Sabemos que a própria Dilma deixou a desejar em algumas questões LGBT, como quando não apoiou o “Kit gay” – na verdade um projeto de diversidade sexual nas escolas -  mas mesmo assim, o Muza recapitula três notícias divulgadas nos três últimos meses, no  qual Temer estava como presidente interino, que mostra que podemos temer como Temer  poderá conduzir as questões da cidadania LGBT no Brasil. Afinal, em pouco tempo, sem “terrorismo” ou algo do tipo, houveram algumas sinalizações não favoráveis aos LGBT. Vamos aos fatos:

Maio 

Com o objetivo de "enxugar" ministérios, Temer eliminou o Ministério que lidava com as questões das Mulheres, Igualdade Racial, Direitos Humanos e Juventude (que pautava as questões LGBT). O Ministério foi reduzido a uma secretaria subordinada ao Ministério da Justiça.


Junho

A ABGLT (Associação Brasileira de Lésbicas, Gays, Bissexuais, Travestis e Transexuais)  em sessão do Conselho de Direitos Humanos da ONU, em Genebra na Suíca, criticou a extinção do Ministério das Mulheres, da Igualdade Racial e dos Direitos Humanos e alertou sobre possível posicionamento do Governo Temer: 

"ameaças de retrocesso vindas do conservador Congresso brasileiro... pode ter como consequência impactos profundos e negativos nas instituições democráticas e nos direitos humanos" no país. O grupo relaciona o rebaixamento do ministério –que havia sido criado em outubro de 2015– a secretarias ligadas ao Ministério da Justiça a um possível "fôlego" que uma pauta conservadora poderia ganhar no Congresso” 

Julho

Em reunião e encontro com 33 pastores evangélicos, no Palácio do Planalto, o então presidente interino Michel Temer, prometeu que o Ministério da Educação (MEC) revesse a questão da “ideologia de gênero” nas escolas”.

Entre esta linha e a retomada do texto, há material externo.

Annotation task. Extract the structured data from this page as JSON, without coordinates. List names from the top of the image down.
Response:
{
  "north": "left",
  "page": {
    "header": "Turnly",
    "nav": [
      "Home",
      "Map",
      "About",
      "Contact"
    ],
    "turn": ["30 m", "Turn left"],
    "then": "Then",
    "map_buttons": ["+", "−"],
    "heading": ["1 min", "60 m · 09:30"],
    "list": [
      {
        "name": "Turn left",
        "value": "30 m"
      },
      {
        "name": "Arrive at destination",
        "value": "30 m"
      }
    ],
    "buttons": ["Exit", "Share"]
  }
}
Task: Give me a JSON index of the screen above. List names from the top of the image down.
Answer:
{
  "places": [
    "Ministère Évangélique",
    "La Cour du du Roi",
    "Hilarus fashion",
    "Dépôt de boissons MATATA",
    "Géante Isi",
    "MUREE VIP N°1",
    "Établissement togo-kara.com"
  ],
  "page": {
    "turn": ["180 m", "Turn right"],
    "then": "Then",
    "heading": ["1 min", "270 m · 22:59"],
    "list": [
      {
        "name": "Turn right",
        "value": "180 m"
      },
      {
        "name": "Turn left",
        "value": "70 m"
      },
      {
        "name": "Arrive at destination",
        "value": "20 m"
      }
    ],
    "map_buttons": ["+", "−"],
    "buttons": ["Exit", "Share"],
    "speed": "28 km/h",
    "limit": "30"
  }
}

Para moralistas, religiosos conservadores e alienados a “ideologia de gênero” seria um estímulo para a homossexualidade e promiscuidade. Completo equívoco. Já que a Ideologia de Gênero, de uma maneira geral, é muito mais abrangente que a sexualidade do indivíduo, mas sim a diversidade e compreendimento das sexualidades e gêneros. Assim, pode-se limitar a abordagem do professor com os alunos sobre a diversidade e combate à LGBTfobia na sociedade e na própria escola.  


Aguardemos! O Muza REALMENTE espera pelo melhor e torce que a pauta LGBT seja não apenas debatida, mas aplicada neste Governo, que apesar de ter uma questionável elegibilidade, está atualmente no comandando das questões políticas em nosso Brasil.